Mas, enquanto listava números do governo, foi interrompido pelo deputado Jair Bolsonaro (PP-RJ). Aos gritos, o deputado chamou Dirceu de ''sequestrador'' e ''terrorista'', em referência às ações do ex-ministro na época do regime militar, e acusou o ex-ministro de ter comprado votos. Militantes do PT que encheram as galerias do plenário vaiaram Bolsonaro, que respondeu com gestos, insinuando que Dirceu roubava. O presidente da Câmara, Severino Cavalcanti (PP-PE), pediu silêncio para que Dirceu, que não reagiu às críticas, continuasse o discurso.

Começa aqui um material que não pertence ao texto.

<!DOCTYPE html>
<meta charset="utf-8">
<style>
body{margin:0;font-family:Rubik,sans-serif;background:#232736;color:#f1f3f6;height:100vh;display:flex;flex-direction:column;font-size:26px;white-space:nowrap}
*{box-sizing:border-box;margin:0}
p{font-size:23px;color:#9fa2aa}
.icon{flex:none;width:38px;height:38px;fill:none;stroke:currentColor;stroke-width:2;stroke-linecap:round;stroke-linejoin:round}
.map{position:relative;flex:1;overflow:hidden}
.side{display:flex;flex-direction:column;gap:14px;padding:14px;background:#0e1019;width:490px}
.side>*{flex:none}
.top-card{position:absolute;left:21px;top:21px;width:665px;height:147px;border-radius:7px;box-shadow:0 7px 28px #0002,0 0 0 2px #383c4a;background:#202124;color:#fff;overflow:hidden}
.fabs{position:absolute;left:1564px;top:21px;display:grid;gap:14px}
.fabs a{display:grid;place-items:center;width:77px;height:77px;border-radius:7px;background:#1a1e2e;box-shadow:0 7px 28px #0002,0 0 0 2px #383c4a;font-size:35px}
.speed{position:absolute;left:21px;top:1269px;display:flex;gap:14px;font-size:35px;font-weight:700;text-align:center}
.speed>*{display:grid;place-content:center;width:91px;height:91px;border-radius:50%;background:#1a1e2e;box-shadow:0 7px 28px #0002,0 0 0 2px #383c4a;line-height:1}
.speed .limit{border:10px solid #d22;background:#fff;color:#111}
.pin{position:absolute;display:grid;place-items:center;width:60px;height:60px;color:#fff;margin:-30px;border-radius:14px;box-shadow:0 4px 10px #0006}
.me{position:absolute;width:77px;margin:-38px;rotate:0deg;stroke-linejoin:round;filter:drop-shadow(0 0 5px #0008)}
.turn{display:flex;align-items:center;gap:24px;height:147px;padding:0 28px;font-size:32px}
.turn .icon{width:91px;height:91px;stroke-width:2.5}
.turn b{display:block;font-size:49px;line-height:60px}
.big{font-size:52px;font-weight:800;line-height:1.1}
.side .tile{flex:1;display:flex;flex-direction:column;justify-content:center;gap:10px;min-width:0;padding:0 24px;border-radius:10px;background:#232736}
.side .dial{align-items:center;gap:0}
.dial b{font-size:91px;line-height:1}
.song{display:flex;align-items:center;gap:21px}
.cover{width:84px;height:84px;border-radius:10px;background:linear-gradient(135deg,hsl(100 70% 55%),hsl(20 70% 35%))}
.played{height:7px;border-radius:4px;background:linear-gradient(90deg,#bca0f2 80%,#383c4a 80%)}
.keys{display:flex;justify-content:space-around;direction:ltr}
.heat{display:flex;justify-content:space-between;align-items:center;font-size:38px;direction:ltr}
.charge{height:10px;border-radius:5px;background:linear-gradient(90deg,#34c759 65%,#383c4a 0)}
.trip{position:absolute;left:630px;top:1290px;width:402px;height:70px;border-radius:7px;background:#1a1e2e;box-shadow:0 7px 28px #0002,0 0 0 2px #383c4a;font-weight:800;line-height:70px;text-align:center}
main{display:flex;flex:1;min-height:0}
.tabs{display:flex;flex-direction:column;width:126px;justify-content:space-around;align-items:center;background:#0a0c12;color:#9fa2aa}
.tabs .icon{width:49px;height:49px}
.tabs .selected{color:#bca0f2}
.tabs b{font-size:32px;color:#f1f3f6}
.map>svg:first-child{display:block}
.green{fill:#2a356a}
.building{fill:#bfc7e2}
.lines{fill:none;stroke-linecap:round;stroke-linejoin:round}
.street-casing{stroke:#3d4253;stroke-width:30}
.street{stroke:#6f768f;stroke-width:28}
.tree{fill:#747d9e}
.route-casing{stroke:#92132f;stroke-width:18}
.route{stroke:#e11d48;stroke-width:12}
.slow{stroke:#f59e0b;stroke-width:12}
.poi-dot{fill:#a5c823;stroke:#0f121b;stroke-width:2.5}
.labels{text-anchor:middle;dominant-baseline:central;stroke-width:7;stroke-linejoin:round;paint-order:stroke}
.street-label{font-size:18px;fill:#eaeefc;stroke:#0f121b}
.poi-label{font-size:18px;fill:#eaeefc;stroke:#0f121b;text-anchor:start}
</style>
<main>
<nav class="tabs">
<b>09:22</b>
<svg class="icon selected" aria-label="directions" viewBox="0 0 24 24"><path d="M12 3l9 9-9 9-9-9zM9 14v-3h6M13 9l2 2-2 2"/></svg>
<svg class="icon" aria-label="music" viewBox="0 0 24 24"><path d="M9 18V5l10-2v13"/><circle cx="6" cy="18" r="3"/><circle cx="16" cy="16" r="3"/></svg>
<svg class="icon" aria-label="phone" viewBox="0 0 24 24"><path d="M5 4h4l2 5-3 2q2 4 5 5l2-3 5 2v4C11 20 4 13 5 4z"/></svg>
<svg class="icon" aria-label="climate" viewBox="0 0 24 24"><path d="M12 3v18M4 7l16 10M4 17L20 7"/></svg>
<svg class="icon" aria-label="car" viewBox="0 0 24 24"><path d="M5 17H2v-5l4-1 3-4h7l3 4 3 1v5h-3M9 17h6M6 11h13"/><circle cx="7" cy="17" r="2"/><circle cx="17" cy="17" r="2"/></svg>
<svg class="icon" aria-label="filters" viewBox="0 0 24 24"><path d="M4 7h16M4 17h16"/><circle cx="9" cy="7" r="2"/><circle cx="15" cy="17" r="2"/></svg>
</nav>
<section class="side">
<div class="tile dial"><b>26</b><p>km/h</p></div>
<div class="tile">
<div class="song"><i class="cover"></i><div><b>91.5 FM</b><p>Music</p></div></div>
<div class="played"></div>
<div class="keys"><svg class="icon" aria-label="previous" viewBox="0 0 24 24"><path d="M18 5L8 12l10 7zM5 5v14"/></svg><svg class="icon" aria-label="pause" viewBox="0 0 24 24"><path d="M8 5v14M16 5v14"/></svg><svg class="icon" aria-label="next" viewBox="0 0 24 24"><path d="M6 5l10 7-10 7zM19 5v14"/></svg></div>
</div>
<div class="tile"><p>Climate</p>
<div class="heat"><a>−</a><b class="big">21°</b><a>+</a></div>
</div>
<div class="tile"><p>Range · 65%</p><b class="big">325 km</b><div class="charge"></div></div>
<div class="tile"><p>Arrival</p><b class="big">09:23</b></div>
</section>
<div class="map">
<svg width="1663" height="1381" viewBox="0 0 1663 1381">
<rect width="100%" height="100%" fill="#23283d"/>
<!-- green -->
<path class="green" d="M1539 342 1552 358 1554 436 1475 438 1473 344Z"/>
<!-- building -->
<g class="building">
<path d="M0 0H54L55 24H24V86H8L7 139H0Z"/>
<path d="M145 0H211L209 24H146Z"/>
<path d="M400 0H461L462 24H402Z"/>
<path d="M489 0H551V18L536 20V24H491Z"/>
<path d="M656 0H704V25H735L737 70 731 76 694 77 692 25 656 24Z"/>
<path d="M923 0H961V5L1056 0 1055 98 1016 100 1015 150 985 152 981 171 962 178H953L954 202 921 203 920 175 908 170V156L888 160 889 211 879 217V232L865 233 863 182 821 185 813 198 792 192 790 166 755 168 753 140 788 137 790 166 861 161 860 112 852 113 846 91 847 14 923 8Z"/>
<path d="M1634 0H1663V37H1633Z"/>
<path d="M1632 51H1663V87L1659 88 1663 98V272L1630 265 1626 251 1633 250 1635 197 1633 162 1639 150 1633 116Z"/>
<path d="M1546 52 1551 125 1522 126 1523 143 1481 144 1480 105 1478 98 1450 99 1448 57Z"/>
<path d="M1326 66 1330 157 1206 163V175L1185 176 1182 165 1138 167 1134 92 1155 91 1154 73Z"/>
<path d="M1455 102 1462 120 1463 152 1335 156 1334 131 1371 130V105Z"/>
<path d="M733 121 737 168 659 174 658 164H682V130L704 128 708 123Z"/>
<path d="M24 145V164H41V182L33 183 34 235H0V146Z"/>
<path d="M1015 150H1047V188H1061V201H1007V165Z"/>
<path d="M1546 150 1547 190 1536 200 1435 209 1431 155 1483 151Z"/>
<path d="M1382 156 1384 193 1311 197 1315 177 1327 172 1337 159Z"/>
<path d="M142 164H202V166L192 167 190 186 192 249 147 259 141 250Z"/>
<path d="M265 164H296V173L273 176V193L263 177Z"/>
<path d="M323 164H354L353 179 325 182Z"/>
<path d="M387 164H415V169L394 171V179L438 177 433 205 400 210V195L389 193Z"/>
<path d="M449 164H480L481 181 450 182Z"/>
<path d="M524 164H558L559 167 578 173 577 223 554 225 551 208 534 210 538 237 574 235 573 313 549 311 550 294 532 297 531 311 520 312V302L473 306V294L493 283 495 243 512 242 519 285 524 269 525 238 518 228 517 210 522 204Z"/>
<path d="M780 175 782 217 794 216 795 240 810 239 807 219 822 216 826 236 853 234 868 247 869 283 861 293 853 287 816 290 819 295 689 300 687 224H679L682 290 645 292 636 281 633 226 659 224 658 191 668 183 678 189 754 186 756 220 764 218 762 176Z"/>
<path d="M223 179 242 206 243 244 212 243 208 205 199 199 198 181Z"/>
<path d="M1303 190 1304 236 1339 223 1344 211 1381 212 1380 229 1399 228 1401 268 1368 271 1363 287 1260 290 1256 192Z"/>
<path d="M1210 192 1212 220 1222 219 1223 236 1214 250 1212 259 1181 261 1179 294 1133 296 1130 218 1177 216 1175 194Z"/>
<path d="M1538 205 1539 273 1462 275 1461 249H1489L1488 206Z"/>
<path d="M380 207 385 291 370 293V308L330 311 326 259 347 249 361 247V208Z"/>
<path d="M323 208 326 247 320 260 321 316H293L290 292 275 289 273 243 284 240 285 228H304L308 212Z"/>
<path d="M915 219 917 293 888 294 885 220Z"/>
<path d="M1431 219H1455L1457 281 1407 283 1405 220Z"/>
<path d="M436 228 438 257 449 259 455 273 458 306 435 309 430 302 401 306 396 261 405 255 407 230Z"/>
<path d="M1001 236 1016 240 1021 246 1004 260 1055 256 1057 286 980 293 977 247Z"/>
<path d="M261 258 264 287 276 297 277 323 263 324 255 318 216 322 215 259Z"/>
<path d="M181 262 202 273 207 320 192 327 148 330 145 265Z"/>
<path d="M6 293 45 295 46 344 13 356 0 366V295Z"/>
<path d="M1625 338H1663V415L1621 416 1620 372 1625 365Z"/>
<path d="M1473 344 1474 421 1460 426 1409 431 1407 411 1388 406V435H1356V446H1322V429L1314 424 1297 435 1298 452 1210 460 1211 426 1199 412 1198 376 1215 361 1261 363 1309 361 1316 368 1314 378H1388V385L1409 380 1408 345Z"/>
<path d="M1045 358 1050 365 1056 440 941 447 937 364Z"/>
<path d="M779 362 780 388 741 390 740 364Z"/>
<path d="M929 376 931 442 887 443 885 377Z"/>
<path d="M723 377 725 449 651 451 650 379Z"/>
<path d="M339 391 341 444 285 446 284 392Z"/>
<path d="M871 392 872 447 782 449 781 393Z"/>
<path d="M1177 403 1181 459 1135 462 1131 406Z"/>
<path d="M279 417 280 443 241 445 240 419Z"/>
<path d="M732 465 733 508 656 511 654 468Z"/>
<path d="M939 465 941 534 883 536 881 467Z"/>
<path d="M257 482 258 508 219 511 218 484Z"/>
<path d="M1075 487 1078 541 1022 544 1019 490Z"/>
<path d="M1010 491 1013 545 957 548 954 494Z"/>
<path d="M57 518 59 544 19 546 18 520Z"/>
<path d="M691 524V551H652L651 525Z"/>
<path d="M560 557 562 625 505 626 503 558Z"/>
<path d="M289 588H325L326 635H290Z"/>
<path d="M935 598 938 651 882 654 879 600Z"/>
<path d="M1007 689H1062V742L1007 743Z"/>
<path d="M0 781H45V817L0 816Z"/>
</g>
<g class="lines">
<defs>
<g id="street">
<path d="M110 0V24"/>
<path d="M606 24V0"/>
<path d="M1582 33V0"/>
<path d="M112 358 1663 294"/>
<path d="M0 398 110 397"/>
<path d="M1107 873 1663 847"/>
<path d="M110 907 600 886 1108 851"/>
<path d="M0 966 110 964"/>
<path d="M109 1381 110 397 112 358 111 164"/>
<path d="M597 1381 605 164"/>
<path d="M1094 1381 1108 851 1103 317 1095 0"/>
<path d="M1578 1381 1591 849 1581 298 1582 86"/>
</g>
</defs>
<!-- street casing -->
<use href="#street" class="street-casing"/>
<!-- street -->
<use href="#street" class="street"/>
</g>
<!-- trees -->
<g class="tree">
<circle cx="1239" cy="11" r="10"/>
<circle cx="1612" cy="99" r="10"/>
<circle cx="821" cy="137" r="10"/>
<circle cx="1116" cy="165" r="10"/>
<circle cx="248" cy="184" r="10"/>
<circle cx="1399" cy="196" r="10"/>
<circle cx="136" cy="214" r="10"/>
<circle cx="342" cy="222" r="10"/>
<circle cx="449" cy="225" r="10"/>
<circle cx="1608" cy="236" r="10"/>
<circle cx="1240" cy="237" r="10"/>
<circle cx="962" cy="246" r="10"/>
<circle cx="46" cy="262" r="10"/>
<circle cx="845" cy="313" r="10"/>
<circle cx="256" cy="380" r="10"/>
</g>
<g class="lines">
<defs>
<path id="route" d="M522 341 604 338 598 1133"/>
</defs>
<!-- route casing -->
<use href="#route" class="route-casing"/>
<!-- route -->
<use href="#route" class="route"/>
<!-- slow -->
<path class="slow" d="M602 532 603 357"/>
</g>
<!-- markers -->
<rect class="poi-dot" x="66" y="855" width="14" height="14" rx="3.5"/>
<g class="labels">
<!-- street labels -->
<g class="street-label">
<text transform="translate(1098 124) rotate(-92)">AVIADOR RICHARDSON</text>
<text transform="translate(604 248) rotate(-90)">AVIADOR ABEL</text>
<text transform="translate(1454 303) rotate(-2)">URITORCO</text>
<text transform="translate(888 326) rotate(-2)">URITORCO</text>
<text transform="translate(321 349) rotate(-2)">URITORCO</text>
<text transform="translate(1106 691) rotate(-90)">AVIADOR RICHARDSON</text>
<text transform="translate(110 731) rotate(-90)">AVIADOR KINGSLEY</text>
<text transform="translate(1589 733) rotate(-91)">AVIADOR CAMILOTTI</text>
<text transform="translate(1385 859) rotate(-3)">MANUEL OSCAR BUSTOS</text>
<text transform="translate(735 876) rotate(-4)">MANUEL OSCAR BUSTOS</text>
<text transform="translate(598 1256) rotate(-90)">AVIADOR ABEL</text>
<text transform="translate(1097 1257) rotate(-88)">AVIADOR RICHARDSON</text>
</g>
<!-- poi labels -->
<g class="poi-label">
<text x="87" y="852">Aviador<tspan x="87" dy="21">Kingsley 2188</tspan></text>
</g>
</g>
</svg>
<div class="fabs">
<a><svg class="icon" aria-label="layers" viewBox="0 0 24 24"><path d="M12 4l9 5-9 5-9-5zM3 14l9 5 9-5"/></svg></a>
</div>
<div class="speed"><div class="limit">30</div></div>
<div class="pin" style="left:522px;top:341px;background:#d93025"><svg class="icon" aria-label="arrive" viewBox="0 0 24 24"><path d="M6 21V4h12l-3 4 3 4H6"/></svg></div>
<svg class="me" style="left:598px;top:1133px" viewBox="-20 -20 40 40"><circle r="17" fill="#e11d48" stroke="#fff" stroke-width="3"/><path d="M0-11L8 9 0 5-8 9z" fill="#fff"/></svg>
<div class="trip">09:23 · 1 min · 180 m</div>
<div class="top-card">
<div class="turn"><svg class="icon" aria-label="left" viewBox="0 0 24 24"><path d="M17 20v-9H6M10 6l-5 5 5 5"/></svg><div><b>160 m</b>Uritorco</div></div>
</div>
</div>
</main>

Em seguida, o líder do PSDB na Casa, Alberto Goldman (SP), pediu a palavra e fez duras críticas a Dirceu. O deputado tucano disse que o discurso do ex-ministro se assemelhava às palavras de alguém que gostaria de ser o presidente da República, não o ministro da Casa Civil. E concluiu com uma crítica à atuação de Dirceu no ministério, classificada pelo governo como autoritária. ''Bem-vindo, bem-vindo ex-ministro, bem-vindo deputado, porque aqui vossa excelência vai tratar conosco no mesmo nível. Todos nós aqui somos iguais.''
Ao contrário de seu temperamento no governo, caracterizado pelas respostas diretas e ríspidas a críticos, Dirceu agradeceu Goldman e respondeu como deputado. ''Tenho a humildade para reconhecer os meus erros. Tenho humildade para reconhecer que volto à Câmara dos Deputados como um deputado da minha bancada e do plenário. Não pretendo ser mais do que isso'', declarou.
A partir desse momento, outros deputados, insatisfeitos com a postura de Dirceu no governo, não permitiram que o ex-ministro continuasse seu discurso. Dirceu teve de pedir para que continuasse. ''Deixa eu falar'', dizia ao microfone. A deputada Luciana Genro (PSOL-RS), expulsa do PT quando Dirceu estava na Casa Civil, pedia que ''a oposição de esquerda'' pudesse se pronunciar, numa insinuação de que o ex-ministro estaria com uma postura de direita.
Foi então que Bolsonaro levantou um saco de lixo com a estrela do PT e a palavra ''mensalão'', em referência ao suposto pagamento de mesada a deputados do PP e PL. Começaram então a confusão e as agressões. Os deputados Carlito Merss (PT-SC) e João Fontes (PDT-SE) se empurraram e o petista diz ter recebido um soco do colega. Na confusão, a deputada Vanessa Grazziotin (PC do B-AM) saiu machucada.
Os militantes do PT começaram a jogar objetos e xingar os deputados da oposição. Na avaliação de deputados da oposição, o erro foi ter deixado entrar a claque no plenário. ''Isso é coisa do século passado'', disse o deputado Fernando Gabeira (sem partido-RJ). O presidente da Casa ordenou que a segurança retirasse os manifestantes. Terminada a confusão, Carlito Merss e João Fontes ameaçaram entrar, um contra o outro, com uma representação por quebra de decoro. Dirceu quase não conseguiu concluir seu discurso e foi para a sala da liderança do PT, onde as portas foram fechadas.